Tout d’abord, je veux signaler que ce lieu est hautement symbolique dans la mémoire des Limousins et de leurs luttes. Il a été créé en 1911 par l’Union des Coopérateurs de Limoges, coopérative de consommation gérée par les ouvriers et ouvrières. Cette salle fut d’abord une salle des fêtes et des meetings et comprenait une importante bibliothèque. Elle est ensuite devenue un cinéma dans les années 30 jusqu’à sa fermeture en 1971. Il a fallu une mobilisation associative pour la sauvegarder de la destruction dans les années 80 et lui redonner une vocation culturelle à partir de 1989. A plusieurs reprises dans son histoire récente, ce théâtre accueillit des luttes comme en mai 2016 une soirée « Nuit debout » suivie en juin par une occupation de 4 jours par les intermittents. La dernière mobilisation des salarié.es de l’Union est toute récente puisque le 8 octobre dernier, une trentaine d’employé.es interrompait un spectacle pour demander la démission de leur directeur (en raison de ses abus d’autorité et de harcèlement moral). Suspendu par les administrateurs, il a fini par démissionner en décembre.
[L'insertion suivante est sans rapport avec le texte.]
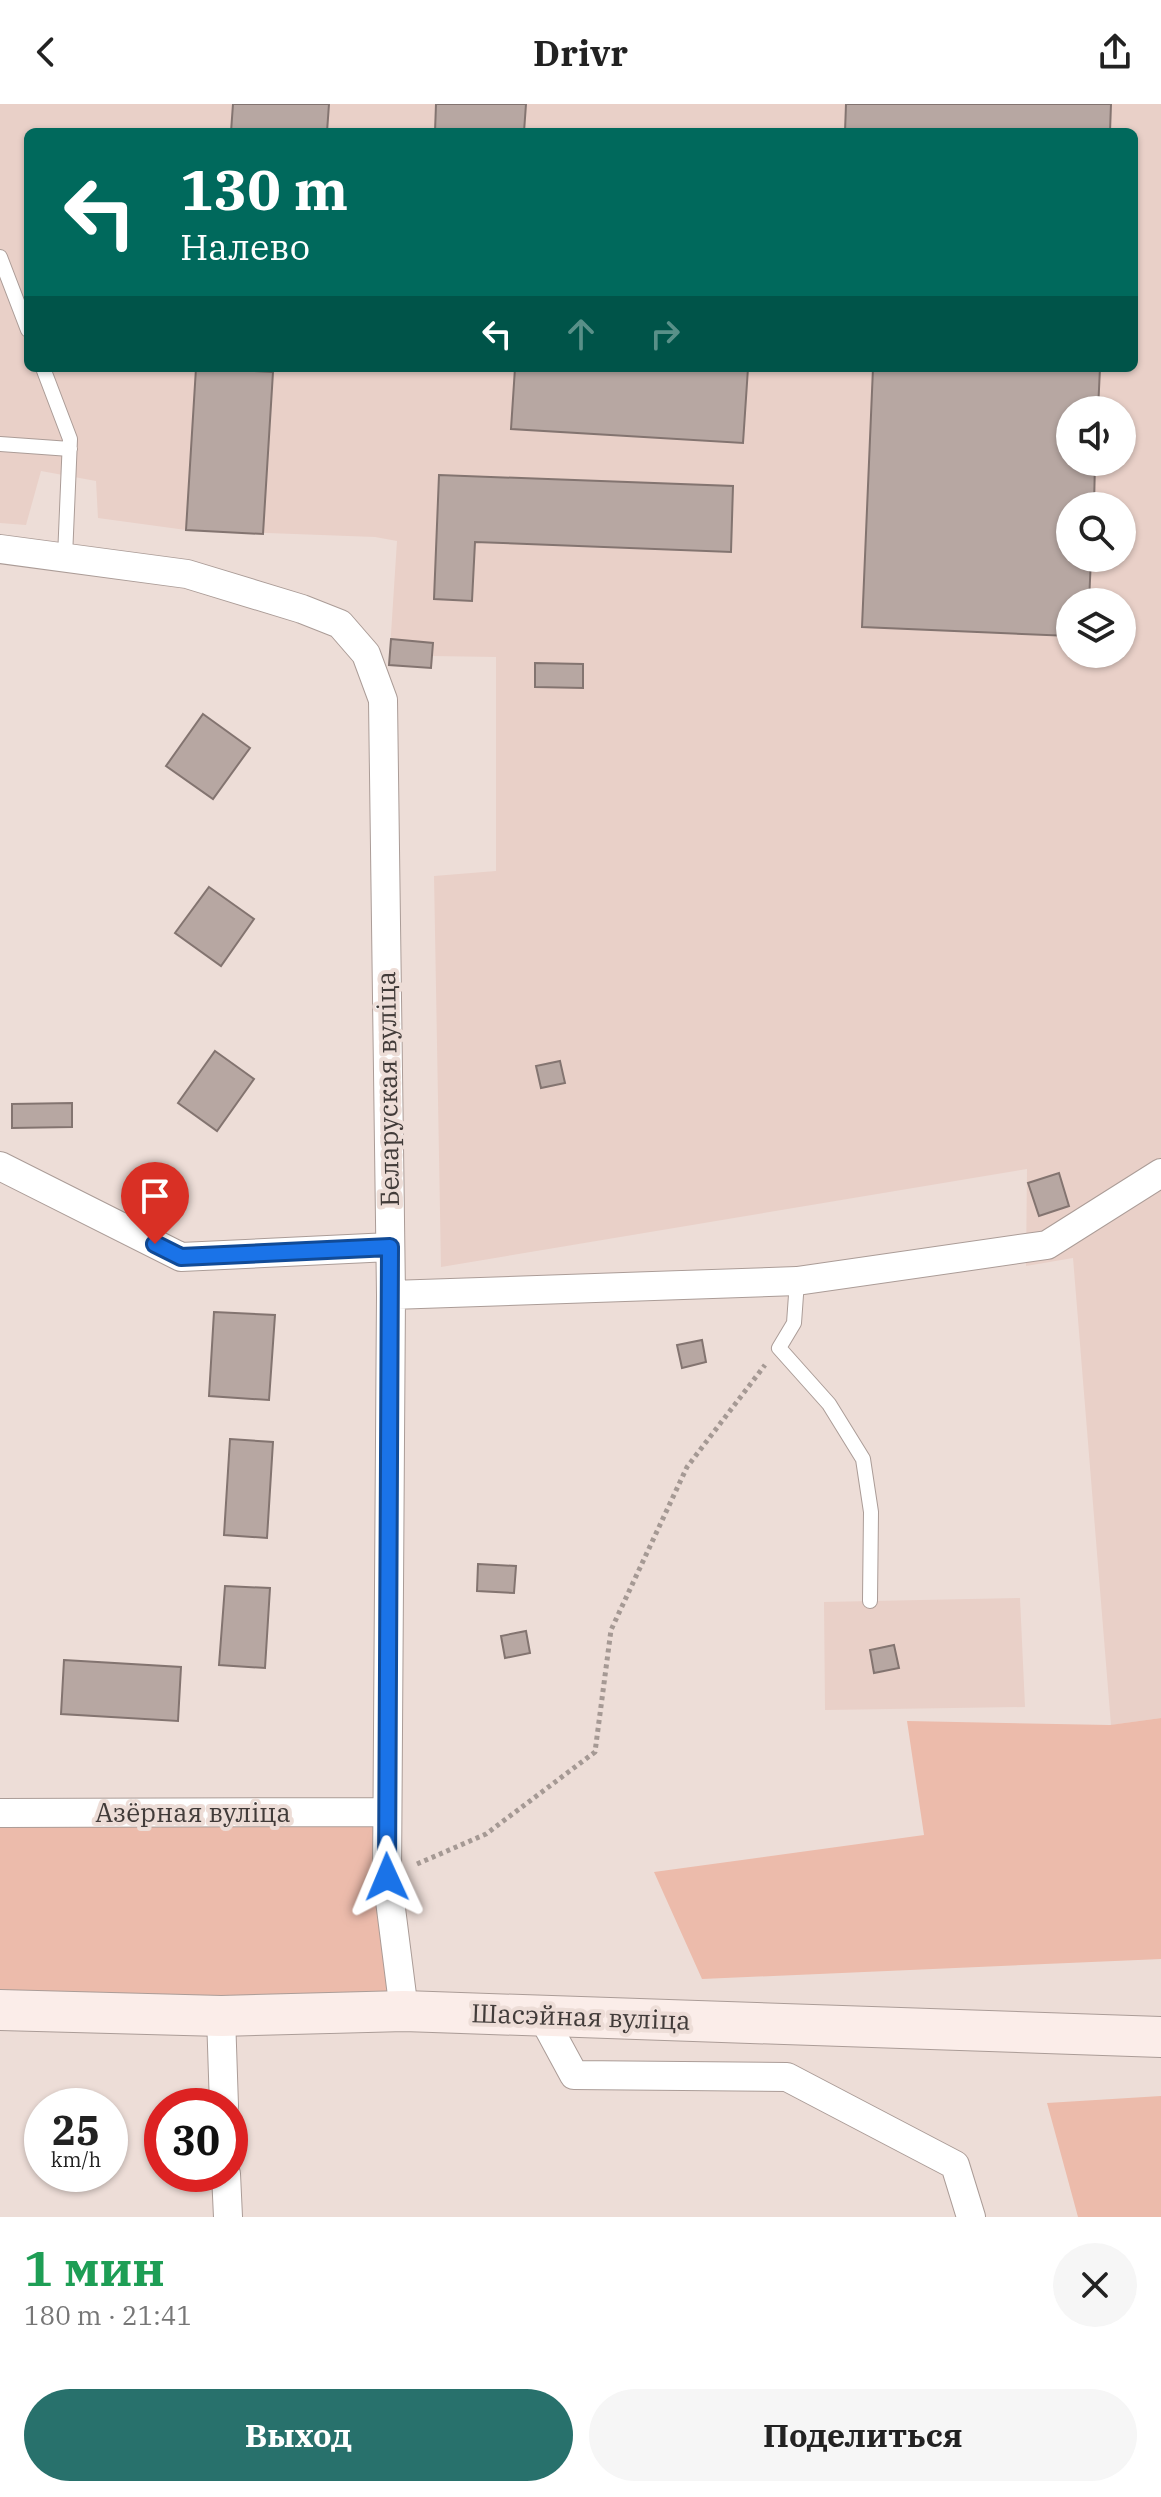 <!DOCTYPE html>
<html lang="ru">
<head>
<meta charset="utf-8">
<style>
  body { margin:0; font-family:"IBM Plex Serif",serif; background:#f6f6f6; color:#222; height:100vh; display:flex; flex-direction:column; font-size:30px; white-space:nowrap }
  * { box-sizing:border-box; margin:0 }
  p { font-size:26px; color:#767676 }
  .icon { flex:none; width:44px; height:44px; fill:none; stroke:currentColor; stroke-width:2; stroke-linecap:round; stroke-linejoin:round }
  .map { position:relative; height:2113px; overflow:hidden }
  .drawer { display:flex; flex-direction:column; background:#fff; flex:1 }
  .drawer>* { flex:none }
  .hud { position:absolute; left:24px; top:24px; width:1114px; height:244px; border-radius:12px; box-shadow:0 2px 6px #0004; background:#00695c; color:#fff; overflow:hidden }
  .tools { position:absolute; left:1056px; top:292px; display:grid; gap:16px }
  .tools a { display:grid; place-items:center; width:80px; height:80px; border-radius:50%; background:#fff; box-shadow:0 2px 6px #0004; font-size:40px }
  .speed { position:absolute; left:24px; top:1984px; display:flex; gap:16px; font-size:40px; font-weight:700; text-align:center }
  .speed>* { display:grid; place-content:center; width:104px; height:104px; border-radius:50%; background:#fff; box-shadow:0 2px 6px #0004; line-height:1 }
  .speed small { font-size:20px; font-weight:400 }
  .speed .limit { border:12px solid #d22; background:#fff; color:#111 }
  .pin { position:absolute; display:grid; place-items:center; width:68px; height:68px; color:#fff; margin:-82px -34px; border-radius:50% 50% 50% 0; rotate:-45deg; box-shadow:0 0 8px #0007 }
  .pin .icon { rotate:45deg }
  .me { position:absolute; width:88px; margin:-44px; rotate:359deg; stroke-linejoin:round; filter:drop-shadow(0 0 6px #0008) }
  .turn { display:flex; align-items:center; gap:28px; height:168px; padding:0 24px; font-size:36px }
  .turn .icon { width:104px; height:104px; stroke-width:2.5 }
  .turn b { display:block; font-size:56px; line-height:68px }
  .lanes { display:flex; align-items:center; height:76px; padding:0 24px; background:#0003; justify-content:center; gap:40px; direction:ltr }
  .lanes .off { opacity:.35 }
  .round { display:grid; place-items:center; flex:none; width:84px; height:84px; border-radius:42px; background:#f6f6f6 }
  .head { display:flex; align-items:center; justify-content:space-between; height:136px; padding:0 24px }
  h1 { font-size:48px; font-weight:700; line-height:60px; color:#1e9e55 }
  .cta { display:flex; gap:16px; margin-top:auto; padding:16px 24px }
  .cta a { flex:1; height:92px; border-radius:48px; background:#28716c; color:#fff; font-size:32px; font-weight:700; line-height:92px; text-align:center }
  .cta a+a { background:#f6f6f6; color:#222 }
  header { display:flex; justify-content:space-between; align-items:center; height:104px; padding:0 24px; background:#fff; font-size:36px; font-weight:700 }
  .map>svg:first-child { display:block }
  .built { fill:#e9d0c8; fill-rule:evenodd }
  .green { fill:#ecbbab }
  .building { fill:#b7a7a2; stroke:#837470; stroke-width:2 }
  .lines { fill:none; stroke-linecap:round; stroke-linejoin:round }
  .lane-casing { stroke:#ab9c97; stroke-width:16 }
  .street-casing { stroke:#ab9c97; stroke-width:30 }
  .secondary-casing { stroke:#ab9c97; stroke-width:42 }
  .path { stroke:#a59994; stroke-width:5; stroke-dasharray:4 4; stroke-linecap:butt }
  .lane { stroke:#fff; stroke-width:14 }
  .street { stroke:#fff; stroke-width:28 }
  .secondary { stroke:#fbede9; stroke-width:40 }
  .route-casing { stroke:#114b97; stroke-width:20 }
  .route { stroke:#1a73e8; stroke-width:14 }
  .labels { text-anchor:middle; stroke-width:8; stroke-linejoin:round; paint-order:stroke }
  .street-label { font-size:26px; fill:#413b39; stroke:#edddd7 }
</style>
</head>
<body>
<header><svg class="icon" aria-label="back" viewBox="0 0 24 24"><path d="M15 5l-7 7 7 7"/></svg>Drivr<svg class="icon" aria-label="share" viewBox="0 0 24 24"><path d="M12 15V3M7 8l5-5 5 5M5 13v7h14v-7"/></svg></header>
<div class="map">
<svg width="1161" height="2113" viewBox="0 0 1161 2113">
  <rect width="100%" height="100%" fill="#edddd7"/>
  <path class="built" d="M0,0H1161V1614L1111,1621L1073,1154L1026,1162L1027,1065L441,1163L434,772L496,767V553L432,552L431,564L389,561L397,437L375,433L186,426L98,414L96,377L41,367L26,421L0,419ZM28,28H1134V264H28ZM1070,306H1122V358H1070ZM1070,402H1122V454L1070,455ZM1070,498H1122V550H1070Z
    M1020,1494L1025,1603L825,1606L824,1498Z"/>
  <path class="green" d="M1161,1614V1855L702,1875L654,1768L924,1731L907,1617L1110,1621Z
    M387,1708L404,1907L0,1898V1709Z
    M1161,1992V2113H1078L1047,1999Z"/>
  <path class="building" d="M233,0H329L327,28H231Z
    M436,0H526L524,28H435Z
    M846,0H1111L1110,28H845Z
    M196,264L273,268L263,430L186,426Z
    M515,264H748L743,339L511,325Z
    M873,264H1100L1098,306H1070V358H1095L1094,402H1070V454H1091L1089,498H1070V532L862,523Z
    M439,371L733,382L731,448L475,438L472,497L434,495Z
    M391,535L433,539L431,564L389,561Z
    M535,559L583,560V584L535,583Z
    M203,610L250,644L213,695L166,662Z
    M209,783L254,815L221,862L175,829Z
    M215,947L254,975L217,1027L178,999Z
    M560,957L565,979L541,984L536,962Z
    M72,999V1023L12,1024V1000Z
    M1059,1069L1069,1102L1039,1112L1028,1079Z
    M214,1208L275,1211L269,1296L209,1292Z
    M702,1236L706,1258L682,1264L677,1241Z
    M230,1335L273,1338L267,1434L224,1431Z
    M478,1460L516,1462L514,1489L477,1487Z
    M225,1482L270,1484L265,1564L219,1561Z
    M526,1527L530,1549L505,1554L501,1532Z
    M894,1541L899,1564L874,1569L870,1546Z
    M64,1556L181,1563L178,1617L61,1610Z"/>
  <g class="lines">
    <g class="lane-casing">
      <path id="lane" d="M0,153L28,226
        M43,264L70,335L65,453
        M0,340L70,345
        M797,1177L794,1219L779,1244L829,1300L863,1355L871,1408L870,1497"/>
    </g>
    <g class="street-casing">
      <path id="street" d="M0,445L187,470L302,505L340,520L366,550L383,596L391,1191L387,1773L404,1907
        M0,1062L181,1153L390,1143
        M391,1191L797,1177L1047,1141L1161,1069
        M0,1709L387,1708
        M221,1912L224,2002
        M542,1912L574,1971L787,1973L955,2061L971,2113
        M226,2070L228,2113"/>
    </g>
    <g class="secondary-casing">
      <path id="secondary" d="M0,1906L221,1912L404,1907L1161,1933"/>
    </g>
    <path class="path" d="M417,1760L486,1730L595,1648L611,1526L687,1363L765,1261"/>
    <use href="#lane" class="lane"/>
    <use href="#street" class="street"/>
    <use href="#secondary" class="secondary"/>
  </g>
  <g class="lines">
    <g class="route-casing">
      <path id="route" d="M155,1140L181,1153L390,1143L387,1773"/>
    </g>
    <use href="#route" class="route"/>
  </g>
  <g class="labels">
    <g class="street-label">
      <text transform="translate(388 985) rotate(-91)" y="9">Беларуская вуліца</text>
      <text x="193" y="1718">Азёрная вуліца</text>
      <text transform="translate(581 1913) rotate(2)" y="9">Шасэйная вуліца</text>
    </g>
  </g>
</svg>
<div class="tools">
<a><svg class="icon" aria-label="sound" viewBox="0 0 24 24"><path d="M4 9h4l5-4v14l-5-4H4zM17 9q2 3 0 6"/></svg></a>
<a><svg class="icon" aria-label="search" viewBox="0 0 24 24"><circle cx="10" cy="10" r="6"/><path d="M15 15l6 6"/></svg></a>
<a><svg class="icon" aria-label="layers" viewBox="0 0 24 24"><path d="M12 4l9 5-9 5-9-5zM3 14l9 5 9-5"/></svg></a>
</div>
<div class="speed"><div>25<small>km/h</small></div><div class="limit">30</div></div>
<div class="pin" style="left:155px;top:1140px;background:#d93025"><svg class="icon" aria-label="arrive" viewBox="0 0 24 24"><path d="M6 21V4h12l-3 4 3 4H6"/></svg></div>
<svg class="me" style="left:387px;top:1773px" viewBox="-20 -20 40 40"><path d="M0-17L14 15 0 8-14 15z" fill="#1a73e8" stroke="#fff" stroke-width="4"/></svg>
<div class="hud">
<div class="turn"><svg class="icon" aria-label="left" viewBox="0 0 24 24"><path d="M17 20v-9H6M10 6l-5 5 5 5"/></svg><div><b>130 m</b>Налево</div></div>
<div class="lanes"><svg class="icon" aria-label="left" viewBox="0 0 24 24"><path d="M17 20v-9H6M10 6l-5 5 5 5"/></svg><svg class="icon off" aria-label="ahead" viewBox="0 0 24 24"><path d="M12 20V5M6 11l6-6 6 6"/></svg><svg class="icon off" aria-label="right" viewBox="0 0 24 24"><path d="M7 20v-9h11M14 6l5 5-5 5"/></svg></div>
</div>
</div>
<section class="drawer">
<div class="head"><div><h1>1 мин</h1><p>180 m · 21:41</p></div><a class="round"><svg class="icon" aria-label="close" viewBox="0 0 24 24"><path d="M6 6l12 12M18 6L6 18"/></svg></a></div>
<div class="cta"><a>Выход</a><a>Поделиться</a></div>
</section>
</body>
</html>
En nous rendant à cet appel à soutien, nous étions dubitatifs, car il se disait que les soutiens seraient reçus dehors et que seuls les artistes pourraient entrer et participer à l’AG. Ça, c’était en réalité la position du directeur temporaire, mais pas celle du personnel en lutte. Nous avons donc pu faire une première rencontre de soutien dans le hall du théâtre à environ 150 personnes. Et nous avons été tout à fait rassurés et intéressés par les objectifs de ce mouvement.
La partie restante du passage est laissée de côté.